I had a meeting where I confronted my father. It did not go very well. There was lots of denial on his part, and he walked away. I have learned that I can't control other people, only myself. I choose to forgive him, and keep moving forward with my life.
It was not always easy, and there were many hard days. When I felt the darkness closing in I pulled out Searching for Angela Shelton. I sang Be Wise Be Strong Be You to myself over and over again. I prayed, sang worship songs, read, and played with my daughter. I spent time on the forum each day. I started a blog. I poured out my fears, and dreams, and hurts, and joys...and I thrived on the support I found.
I hung on for dear life, because I realized that my life was dear. My life was a precious gift, and I wanted to live it. I wanted to be free, no longer shackled by the abuse, no longer chained by the behavior and coping techniques that came from the abuse. There were times when I fell back into old patterns, retreating far into myself. There are times even now, that I fight against that darkness, but I have learned to fight it, to pull myself out of it.
Eventually the forum closed down. We moved several times, and I lost contact with all the supportive people I had met online. Life changed; I changed. I continued to work on healing.
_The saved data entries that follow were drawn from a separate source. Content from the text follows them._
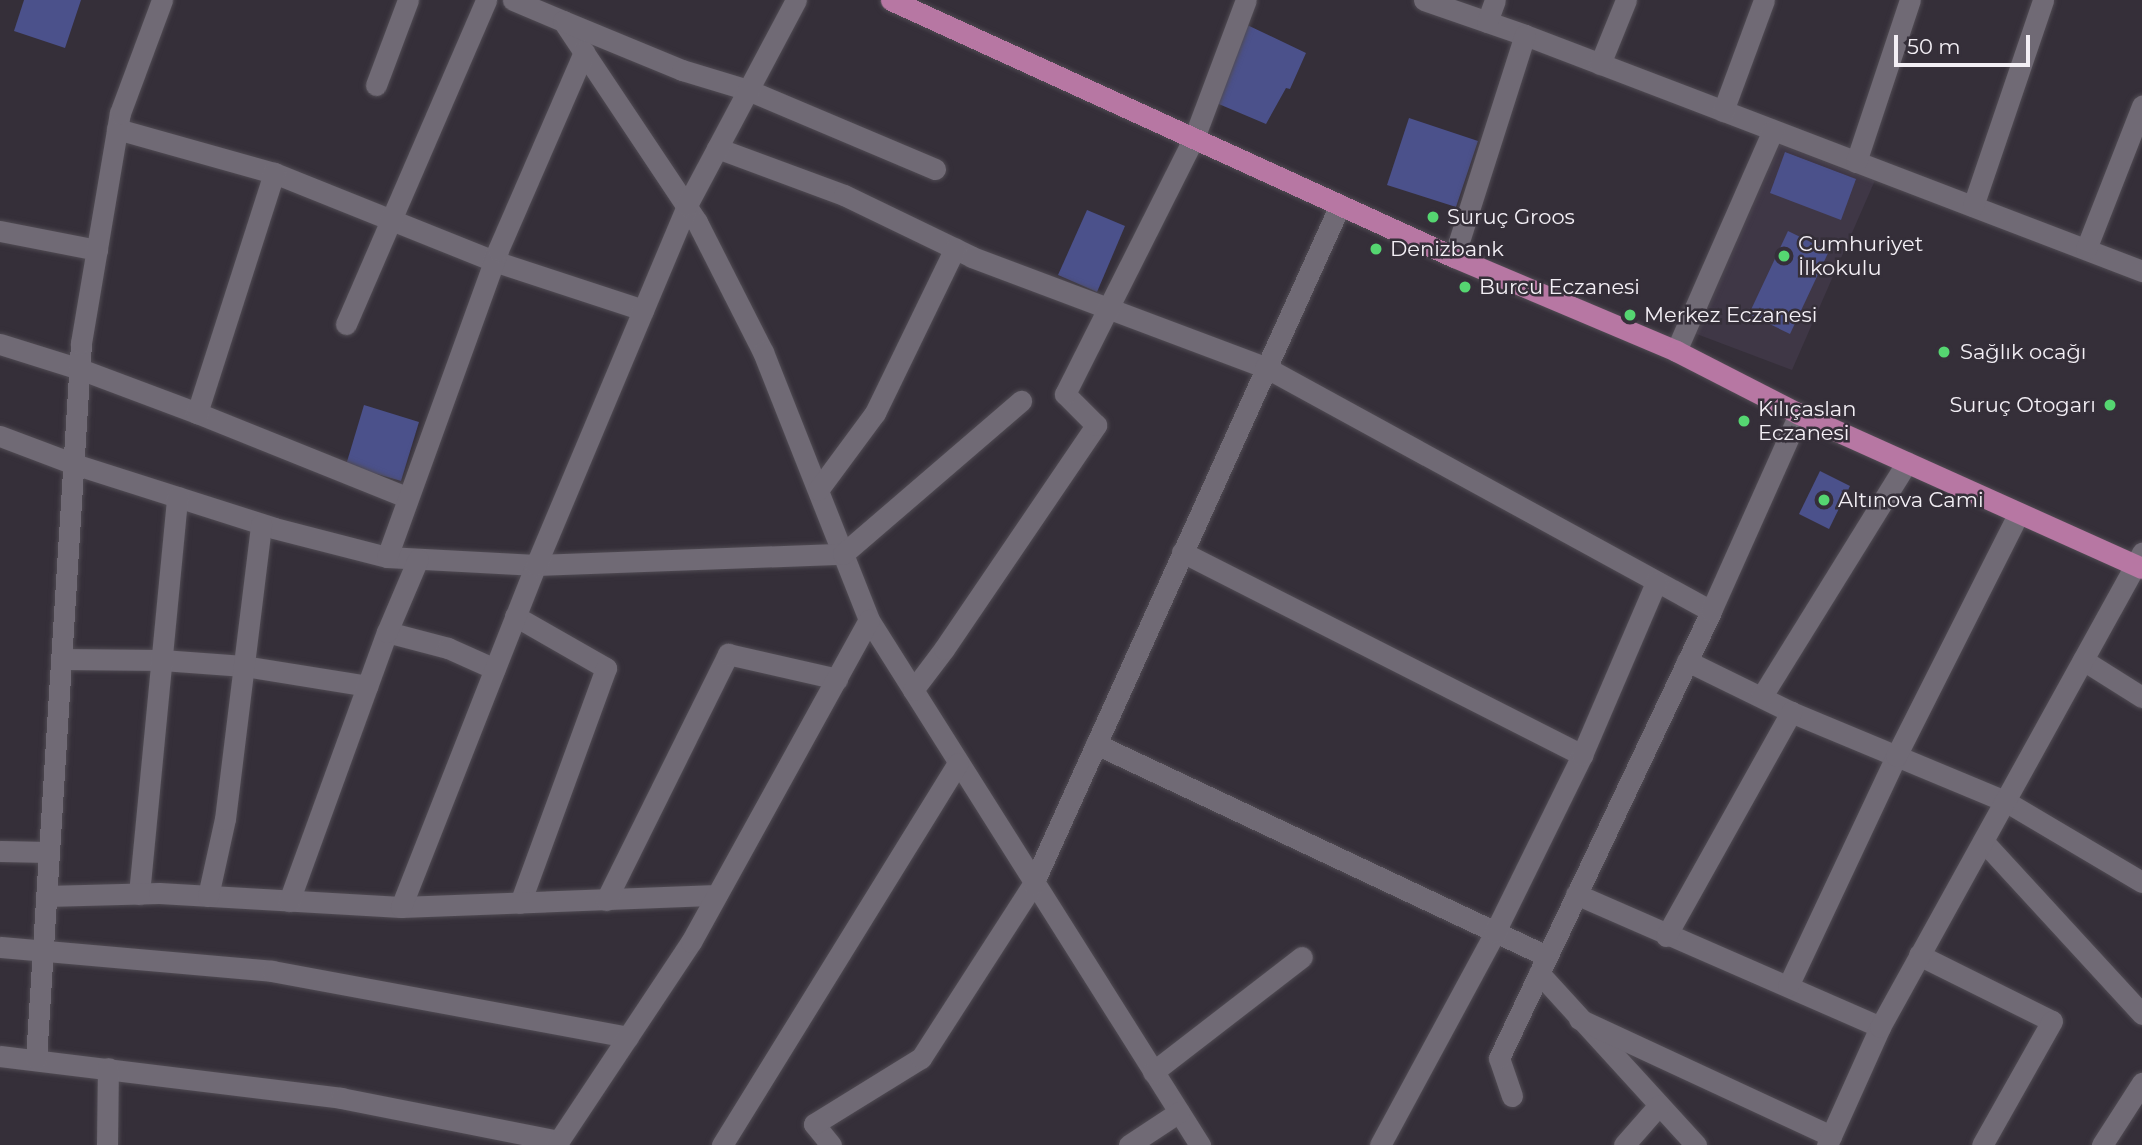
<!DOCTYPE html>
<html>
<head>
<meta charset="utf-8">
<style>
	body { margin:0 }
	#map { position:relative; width:2142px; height:1145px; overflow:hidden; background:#352f39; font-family:Montserrat,sans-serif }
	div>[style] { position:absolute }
	.built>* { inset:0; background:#3f3746 }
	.building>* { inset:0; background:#4b518b }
	.roads { filter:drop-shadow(0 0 2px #504b53) drop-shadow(0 0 2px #504b53) }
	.minor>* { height:21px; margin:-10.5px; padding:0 10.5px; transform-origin:10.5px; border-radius:10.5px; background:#706a75 }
	.major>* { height:21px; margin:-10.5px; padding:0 10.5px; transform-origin:10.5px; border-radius:10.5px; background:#b777a3 }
	.dots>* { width:19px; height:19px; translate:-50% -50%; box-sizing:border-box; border:4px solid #352f39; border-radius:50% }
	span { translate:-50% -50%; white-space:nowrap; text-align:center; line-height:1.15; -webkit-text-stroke:5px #352f39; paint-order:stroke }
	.poi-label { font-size:21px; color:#f3eff5 }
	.left { translate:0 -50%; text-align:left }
	.right { translate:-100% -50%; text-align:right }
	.scale { position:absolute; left:1894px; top:35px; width:136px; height:32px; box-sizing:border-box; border:4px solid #f3eff5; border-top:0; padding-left:9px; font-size:21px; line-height:24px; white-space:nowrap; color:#f3eff5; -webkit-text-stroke:5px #352f39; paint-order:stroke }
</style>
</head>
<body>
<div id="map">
	<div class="built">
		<div style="clip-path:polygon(1775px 142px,1876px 178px,1792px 370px,1694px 333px)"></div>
	</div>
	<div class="building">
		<div style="clip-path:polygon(24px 0,81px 0,65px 48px,14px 31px)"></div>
		<div style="clip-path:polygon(1243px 23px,1306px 53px,1290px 89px,1286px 88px,1266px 124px,1214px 102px)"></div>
		<div style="clip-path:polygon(1409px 118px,1478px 141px,1456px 207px,1387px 185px)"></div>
		<div style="clip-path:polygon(1785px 152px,1856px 179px,1841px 220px,1770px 193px)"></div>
		<div style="clip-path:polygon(1087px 210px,1125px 226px,1097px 292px,1058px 275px)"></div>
		<div style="clip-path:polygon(1788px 231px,1829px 251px,1790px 334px,1749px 314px)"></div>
		<div style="clip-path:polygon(364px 405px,419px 422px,401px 481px,346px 465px)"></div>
		<div style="clip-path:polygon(1820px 471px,1850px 486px,1829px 529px,1799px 514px)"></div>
	</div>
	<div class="roads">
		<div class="minor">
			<div style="left:513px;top:0;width:54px;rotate:22.8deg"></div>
			<div style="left:563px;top:21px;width:242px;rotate:56.3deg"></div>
			<div style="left:697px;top:222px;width:146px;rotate:63.1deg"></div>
			<div style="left:763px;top:352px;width:288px;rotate:68.4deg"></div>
			<div style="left:869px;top:620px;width:621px;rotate:57.77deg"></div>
			<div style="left:1424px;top:0;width:107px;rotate:19.1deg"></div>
			<div style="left:1525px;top:35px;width:661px;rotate:20.93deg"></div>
			<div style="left:563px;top:21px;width:129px;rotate:22.4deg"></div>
			<div style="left:682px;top:70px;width:69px;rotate:16.9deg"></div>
			<div style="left:748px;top:90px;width:203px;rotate:22.9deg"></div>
			<div style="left:1487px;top:22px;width:23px;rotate:-70deg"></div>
			<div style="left:1600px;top:64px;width:69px;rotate:-67.9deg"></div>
			<div style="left:376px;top:85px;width:91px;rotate:-69.4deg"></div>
			<div style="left:1723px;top:111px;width:118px;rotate:-69.7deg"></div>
			<div style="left:117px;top:129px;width:163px;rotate:15.7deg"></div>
			<div style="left:274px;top:173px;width:237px;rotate:21.8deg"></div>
			<div style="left:494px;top:261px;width:157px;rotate:18.2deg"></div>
			<div style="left:717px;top:148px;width:135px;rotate:20.3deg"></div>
			<div style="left:844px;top:195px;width:142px;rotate:25.8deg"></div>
			<div style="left:972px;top:257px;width:313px;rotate:20.6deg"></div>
			<div style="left:1265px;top:367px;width:508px;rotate:28.68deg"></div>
			<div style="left:1856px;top:162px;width:171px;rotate:-71.6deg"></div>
			<div style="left:1973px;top:206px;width:218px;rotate:-71.2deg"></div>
			<div style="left:0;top:231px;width:99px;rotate:11.1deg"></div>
			<div style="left:2086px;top:249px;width:154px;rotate:-68.6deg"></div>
			<div style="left:1454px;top:257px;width:233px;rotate:-72.3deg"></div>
			<div style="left:346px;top:324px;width:353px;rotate:-66.6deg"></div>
			<div style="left:0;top:344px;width:84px;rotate:17.4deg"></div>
			<div style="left:80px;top:369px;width:125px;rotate:20.6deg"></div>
			<div style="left:197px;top:413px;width:227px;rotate:21.9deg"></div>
			<div style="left:1676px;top:351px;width:241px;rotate:-66.3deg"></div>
			<div style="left:197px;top:413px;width:252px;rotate:-72.2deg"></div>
			<div style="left:0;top:436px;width:79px;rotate:20.7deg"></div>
			<div style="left:74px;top:464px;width:210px;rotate:17.7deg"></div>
			<div style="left:274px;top:528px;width:117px;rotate:14.4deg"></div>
			<div style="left:387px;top:557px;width:149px;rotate:3.1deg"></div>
			<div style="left:536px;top:565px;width:307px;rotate:-2.1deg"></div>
			<div style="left:843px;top:554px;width:235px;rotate:-40.7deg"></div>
			<div style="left:818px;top:490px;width:96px;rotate:-53.5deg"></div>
			<div style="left:875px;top:413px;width:183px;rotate:-64.1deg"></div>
			<div style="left:1182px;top:552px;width:449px;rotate:26.9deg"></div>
			<div style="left:387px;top:557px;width:326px;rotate:-70.1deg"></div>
			<div style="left:498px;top:250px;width:216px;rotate:-66.5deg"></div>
			<div style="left:515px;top:616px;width:105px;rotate:29.7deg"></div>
			<div style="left:606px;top:668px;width:250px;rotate:110.1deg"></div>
			<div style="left:387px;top:632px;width:63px;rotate:14.7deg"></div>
			<div style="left:448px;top:648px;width:51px;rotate:24.1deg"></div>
			<div style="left:61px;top:659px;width:101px;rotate:0.6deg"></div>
			<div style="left:162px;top:660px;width:82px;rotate:4.2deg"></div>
			<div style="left:244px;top:666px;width:125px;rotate:9.2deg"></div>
			<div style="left:2083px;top:660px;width:70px;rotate:32.1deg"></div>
			<div style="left:1687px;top:661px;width:116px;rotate:26.1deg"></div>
			<div style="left:1791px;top:712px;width:232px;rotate:22.6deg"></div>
			<div style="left:2005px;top:801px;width:159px;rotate:30.6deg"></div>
			<div style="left:913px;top:690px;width:51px;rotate:-52.9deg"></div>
			<div style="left:944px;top:649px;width:271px;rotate:-55.8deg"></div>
			<div style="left:1096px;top:425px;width:44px;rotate:-135deg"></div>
			<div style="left:1065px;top:394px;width:287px;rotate:-63.3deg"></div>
			<div style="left:1194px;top:138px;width:147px;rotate:-69.4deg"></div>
			<div style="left:1762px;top:696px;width:275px;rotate:-58.2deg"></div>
			<div style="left:1096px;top:744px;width:498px;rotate:25.2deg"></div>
			<div style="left:1983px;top:841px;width:235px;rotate:47.4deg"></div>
			<div style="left:0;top:851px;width:49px;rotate:1.2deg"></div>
			<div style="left:139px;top:894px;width:399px;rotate:-84.5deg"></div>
			<div style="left:1576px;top:894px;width:332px;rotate:23.6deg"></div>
			<div style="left:46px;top:896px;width:113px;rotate:-1.5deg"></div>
			<div style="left:159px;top:893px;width:242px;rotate:3.3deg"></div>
			<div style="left:401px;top:907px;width:316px;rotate:-2.2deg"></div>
			<div style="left:208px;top:896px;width:79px;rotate:-77.6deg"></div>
			<div style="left:225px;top:819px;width:297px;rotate:-83deg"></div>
			<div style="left:606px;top:900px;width:275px;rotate:-63.6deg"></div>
			<div style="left:728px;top:654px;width:112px;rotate:12.9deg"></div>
			<div style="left:289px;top:901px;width:286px;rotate:-70deg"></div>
			<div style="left:387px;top:632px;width:79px;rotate:-67deg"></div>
			<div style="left:401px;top:907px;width:368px;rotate:-68.5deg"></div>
			<div style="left:536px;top:565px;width:390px;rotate:-67.2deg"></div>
			<div style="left:687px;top:205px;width:232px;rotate:-62deg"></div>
			<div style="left:1666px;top:936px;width:257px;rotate:-60.8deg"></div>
			<div style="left:0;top:947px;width:273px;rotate:5deg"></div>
			<div style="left:272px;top:971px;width:362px;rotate:10.5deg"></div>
			<div style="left:1919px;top:955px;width:148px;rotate:26.4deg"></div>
			<div style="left:2052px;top:1021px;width:142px;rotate:119.4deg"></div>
			<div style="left:1539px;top:973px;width:233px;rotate:47.6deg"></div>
			<div style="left:1788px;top:986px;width:254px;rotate:-64.8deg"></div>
			<div style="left:1896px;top:756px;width:272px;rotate:-63.2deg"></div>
			<div style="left:1579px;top:1019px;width:278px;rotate:24.9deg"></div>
			<div style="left:0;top:1056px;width:344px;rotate:7deg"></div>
			<div style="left:341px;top:1098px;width:222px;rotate:11.2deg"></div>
			<div style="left:36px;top:1059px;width:717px;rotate:-86.4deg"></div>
			<div style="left:81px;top:343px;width:233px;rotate:-80.4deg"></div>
			<div style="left:120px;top:113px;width:121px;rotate:-69.6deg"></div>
			<div style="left:1153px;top:1072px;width:188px;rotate:-37.7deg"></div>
			<div style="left:1512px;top:1096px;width:40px;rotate:-108.9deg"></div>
			<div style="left:1499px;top:1058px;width:495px;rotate:-64.6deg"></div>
			<div style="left:1711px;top:611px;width:216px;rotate:-65.9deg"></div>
			<div style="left:107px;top:1145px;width:77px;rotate:-89.3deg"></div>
			<div style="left:556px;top:1145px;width:244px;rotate:-56.4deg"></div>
			<div style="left:691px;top:942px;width:368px;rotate:-61.1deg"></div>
			<div style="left:722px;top:1145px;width:449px;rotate:-58.3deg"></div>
			<div style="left:831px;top:1145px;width:27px;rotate:-129deg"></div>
			<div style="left:814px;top:1124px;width:126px;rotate:-31.7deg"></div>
			<div style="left:921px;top:1058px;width:207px;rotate:-57.2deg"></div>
			<div style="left:1033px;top:884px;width:745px;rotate:-65.67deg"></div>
			<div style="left:1129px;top:1145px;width:60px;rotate:-33.4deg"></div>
			<div style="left:1380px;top:1145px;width:242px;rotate:-61.6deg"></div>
			<div style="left:1495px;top:932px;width:197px;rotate:-63.8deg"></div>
			<div style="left:1582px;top:755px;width:188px;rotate:-66.8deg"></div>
			<div style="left:1624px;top:1145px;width:53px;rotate:-48.8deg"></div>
			<div style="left:1827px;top:1145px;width:129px;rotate:-65.8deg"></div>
			<div style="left:1880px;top:1027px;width:542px;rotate:-61.07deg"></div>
			<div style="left:2102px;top:1145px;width:74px;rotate:-57.2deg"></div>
		</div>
		<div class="major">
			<div style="left:891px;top:0;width:619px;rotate:24.54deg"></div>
			<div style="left:1454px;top:257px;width:241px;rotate:22.9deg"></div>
			<div style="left:1676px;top:351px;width:138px;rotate:27.1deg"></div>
			<div style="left:1799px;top:414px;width:376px;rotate:24.2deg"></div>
		</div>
	</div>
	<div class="dots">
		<div style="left:1433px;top:217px;background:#55d671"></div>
		<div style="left:1376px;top:249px;background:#55d671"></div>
		<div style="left:1784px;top:256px;background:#55d671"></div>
		<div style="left:1465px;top:287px;background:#55d671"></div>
		<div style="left:1630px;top:315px;background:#55d671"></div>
		<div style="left:1944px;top:352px;background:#55d671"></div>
		<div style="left:2110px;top:405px;background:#55d671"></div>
		<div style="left:1744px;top:421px;background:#55d671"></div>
		<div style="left:1824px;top:500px;background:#55d671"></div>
	</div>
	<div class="poi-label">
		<span class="left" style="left:1447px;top:217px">Suruç Groos</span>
		<span class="left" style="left:1798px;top:256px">Cumhuriyet<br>İlkokulu</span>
		<span class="left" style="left:1390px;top:249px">Denizbank</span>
		<span class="left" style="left:1479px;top:287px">Burcu Eczanesi</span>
		<span class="left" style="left:1644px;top:315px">Merkez Eczanesi</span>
		<span class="left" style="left:1960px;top:352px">Sağlık ocağı</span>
		<span class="right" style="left:2096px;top:405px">Suruç Otogarı</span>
		<span class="left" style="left:1758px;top:421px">Kılıçaslan<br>Eczanesi</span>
		<span class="left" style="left:1838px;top:500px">Altınova Cami</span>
	</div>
	<div class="scale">50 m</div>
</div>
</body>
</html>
Last year I gave into my husband's cajoling, and joined facebook. It was one of the best ideas he ever shared. I found some of those old friends from the forum and reconnected. I found new people, too. Survivors doing the hard work of healing and living.
I can remember the moment when I wanted to connect with them, but felt afraid. When I recognized that fear for what it was, I stepped over it, and got to know people these people. They welcomed me into the family. In the last few months, I have learned a lot about asking and being open to receiving. I have learned about getting control of negative thought patterns and getting control of my life. The healing journey continues, and with it, so does life. I can honestly say that I live my life in JOY now. It isn't always perfect and it isn't always pretty...but I am still thankful for every breath, and I am free.